+++ MATERIAL PROVIDED

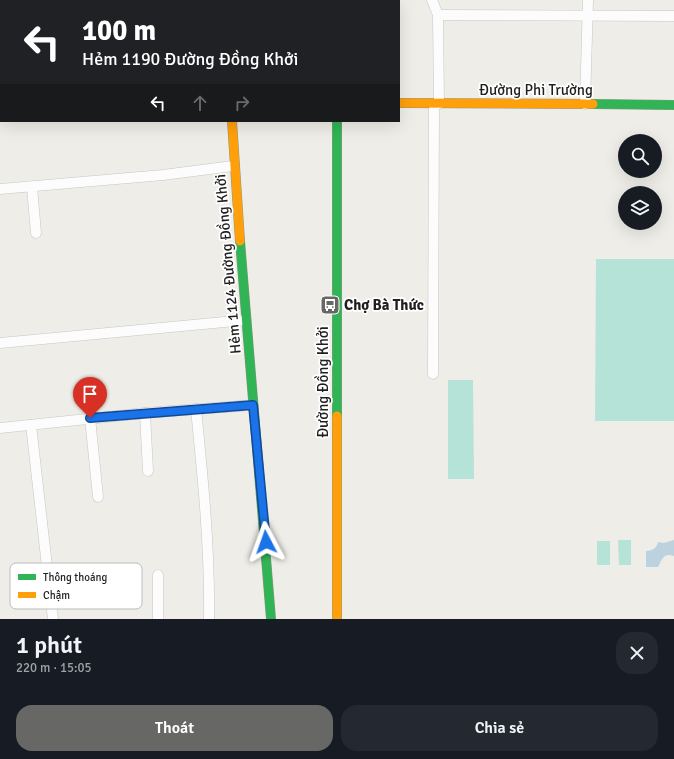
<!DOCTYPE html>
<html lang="vi">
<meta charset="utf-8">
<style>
:root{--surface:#171b24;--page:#242831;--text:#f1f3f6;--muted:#9ea1a6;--accent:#676765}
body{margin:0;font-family:Signika,sans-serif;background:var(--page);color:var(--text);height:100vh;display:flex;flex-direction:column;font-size:15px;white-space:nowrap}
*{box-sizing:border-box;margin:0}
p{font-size:13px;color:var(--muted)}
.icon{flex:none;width:22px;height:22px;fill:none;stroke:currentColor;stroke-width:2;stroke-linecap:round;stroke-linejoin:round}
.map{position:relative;height:619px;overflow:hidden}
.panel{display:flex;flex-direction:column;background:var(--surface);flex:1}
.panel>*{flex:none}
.top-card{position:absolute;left:0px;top:0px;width:400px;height:122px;box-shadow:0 4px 16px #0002;background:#202124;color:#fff;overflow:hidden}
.buttons{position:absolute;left:618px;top:134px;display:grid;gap:8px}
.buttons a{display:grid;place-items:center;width:44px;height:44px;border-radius:50%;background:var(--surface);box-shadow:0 4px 16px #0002;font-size:20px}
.pin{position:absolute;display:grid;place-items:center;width:34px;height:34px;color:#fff;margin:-41px -17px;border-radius:50% 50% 50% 0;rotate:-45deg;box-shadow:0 0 4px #0007}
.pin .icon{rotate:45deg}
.me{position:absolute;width:44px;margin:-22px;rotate:356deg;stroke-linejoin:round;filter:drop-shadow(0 0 3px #0008)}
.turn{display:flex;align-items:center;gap:14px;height:84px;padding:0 16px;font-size:18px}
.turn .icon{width:52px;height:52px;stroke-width:2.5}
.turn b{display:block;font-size:28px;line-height:34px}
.lanes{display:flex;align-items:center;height:38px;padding:0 16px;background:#0003;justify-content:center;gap:20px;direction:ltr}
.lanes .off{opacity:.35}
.round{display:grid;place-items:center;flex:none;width:42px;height:42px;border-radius:16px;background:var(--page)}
.summary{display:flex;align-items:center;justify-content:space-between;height:68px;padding:0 16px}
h1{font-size:24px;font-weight:600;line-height:30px}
.action{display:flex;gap:8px;margin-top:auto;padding:8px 16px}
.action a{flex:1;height:46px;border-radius:16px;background:var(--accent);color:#fff;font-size:16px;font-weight:600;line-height:46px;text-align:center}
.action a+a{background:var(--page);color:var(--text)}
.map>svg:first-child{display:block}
.pitch{fill:#b5e3d7}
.water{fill:#bdd2df}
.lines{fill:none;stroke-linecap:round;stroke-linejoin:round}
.street-casing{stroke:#c6c6c4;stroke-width:11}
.fast-casing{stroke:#929780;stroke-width:10}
.slow-casing{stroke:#929780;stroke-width:10}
.street{stroke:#fcfcfc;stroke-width:10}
.fast{stroke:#30b455;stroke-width:9}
.slow{stroke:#ff9f0a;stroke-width:9}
.route-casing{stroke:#114b97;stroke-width:10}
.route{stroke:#1a73e8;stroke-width:7}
.labels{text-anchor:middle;stroke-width:3.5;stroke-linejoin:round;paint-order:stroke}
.street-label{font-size:15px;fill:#1f1f1f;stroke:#fff}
.poi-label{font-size:15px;font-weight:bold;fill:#1f1f1f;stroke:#fff;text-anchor:start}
.key{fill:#fff;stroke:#bcbcbc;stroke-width:1}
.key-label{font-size:11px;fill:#1f1f1f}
</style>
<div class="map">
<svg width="674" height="619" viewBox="0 0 674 619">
<rect width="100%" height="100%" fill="#eeede8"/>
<g class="pitch">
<polygon points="596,259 674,259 674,421 595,421"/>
<polygon points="448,380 473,380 474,479 448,479"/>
<polygon points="618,540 631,540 631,565 619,565"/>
<rect x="597" y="541" width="13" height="24"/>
</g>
<path class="water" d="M674 540V556C663 552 662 560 658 567H646V551C652 551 657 548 658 542L664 543Z"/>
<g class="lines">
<defs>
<g id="street">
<polyline points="61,0 61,1"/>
<polyline points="242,0 242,1"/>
<polyline points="432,0 438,15 439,104"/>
<polyline points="164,1 165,0"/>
<polyline points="438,15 674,16"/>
<polyline points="0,33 1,33"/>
<polyline points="0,94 1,94"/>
<polyline points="585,104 588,0"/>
<polyline points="32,187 36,233"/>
<polyline points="0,189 163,175 233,166"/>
<polyline points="0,343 246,320"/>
<polyline points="433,374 434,104"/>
<path d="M196 409C203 479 210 549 209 619"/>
<polyline points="145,413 148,471"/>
<polyline points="90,418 98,497"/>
<polyline points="31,425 53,619"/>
<polyline points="0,428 145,413 253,405"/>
<polyline points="158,575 158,619"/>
</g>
<g id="fast">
<polyline points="311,0 311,1"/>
<polyline points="593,104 674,105"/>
<polyline points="337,121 337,416"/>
<polyline points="240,241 271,619"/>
</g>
<g id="slow">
<polyline points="399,103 593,104"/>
<polyline points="232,121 240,241"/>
<polyline points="337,416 337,619"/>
</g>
</defs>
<use href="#street" class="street-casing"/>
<use href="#fast" class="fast-casing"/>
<use href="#slow" class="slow-casing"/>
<use href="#street" class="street"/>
<use href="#fast" class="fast"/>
<use href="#slow" class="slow"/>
</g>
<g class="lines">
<defs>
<polyline id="route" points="90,418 253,405 266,542"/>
</defs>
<use href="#route" class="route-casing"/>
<use href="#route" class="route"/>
</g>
<defs>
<symbol id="bus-square" viewBox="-11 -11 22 22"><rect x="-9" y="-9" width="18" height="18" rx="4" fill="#676765" stroke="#fff"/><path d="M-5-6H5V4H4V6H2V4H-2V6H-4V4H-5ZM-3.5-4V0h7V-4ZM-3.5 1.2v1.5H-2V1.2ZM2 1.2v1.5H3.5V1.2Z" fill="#fff"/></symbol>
</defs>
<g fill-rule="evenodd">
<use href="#bus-square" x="319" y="294" width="22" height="22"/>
</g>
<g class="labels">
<g class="street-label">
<text x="536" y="95">Đường Phi Trường</text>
<text transform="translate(228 264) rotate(-95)" y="5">Hẻm 1124 Đường Đồng Khởi</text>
<text transform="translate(323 382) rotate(-90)" y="5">Đường Đồng Khởi</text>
</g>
<g class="poi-label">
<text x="344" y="310">Chợ Bà Thức</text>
</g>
</g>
<rect x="10" y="563" width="132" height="46" rx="6" class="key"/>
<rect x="18" y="574" width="18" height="6" fill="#30b455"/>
<rect x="18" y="592" width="18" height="6" fill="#ff9f0a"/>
<g class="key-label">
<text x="43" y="581">Thông thoáng</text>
<text x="43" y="599">Chậm</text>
</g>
</svg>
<div class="buttons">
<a><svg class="icon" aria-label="search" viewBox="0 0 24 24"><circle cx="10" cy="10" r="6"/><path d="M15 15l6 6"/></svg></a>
<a><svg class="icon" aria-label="layers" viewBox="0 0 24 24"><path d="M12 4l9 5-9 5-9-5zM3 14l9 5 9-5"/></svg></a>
</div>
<div class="pin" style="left:90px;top:418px;background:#d93025"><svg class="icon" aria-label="arrive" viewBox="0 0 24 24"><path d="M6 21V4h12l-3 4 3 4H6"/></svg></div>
<svg class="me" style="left:266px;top:542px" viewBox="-20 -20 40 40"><path d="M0-17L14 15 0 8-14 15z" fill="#1a73e8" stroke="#fff" stroke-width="4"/></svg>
<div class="top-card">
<div class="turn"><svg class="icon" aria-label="left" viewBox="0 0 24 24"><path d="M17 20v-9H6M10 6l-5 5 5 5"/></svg><div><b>100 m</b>Hẻm 1190 Đường Đồng Khởi</div></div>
<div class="lanes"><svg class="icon" aria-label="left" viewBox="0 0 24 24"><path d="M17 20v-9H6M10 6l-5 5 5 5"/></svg><svg class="icon off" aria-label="ahead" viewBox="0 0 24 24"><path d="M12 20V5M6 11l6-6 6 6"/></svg><svg class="icon off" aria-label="right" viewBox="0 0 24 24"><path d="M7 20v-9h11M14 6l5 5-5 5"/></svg></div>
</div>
</div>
<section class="panel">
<div class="summary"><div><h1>1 phút</h1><p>220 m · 15:05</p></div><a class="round"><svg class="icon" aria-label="close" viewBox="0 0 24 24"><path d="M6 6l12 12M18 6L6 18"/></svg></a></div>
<div class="action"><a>Thoát</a><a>Chia sẻ</a></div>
</section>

++++++

WORK TO COMPLETE | Look for the word "absolute" throughout the material above and copy every line that has it.

WRITTEN REPLY |
.top-card{position:absolute;left:0px;top:0px;width:400px;height:122px;box-shadow:0 4px 16px #0002;background:#202124;color:#fff;overflow:hidden}
.buttons{position:absolute;left:618px;top:134px;display:grid;gap:8px}
.pin{position:absolute;display:grid;place-items:center;width:34px;height:34px;color:#fff;margin:-41px -17px;border-radius:50% 50% 50% 0;rotate:-45deg;box-shadow:0 0 4px #0007}
.me{position:absolute;width:44px;margin:-22px;rotate:356deg;stroke-linejoin:round;filter:drop-shadow(0 0 3px #0008)}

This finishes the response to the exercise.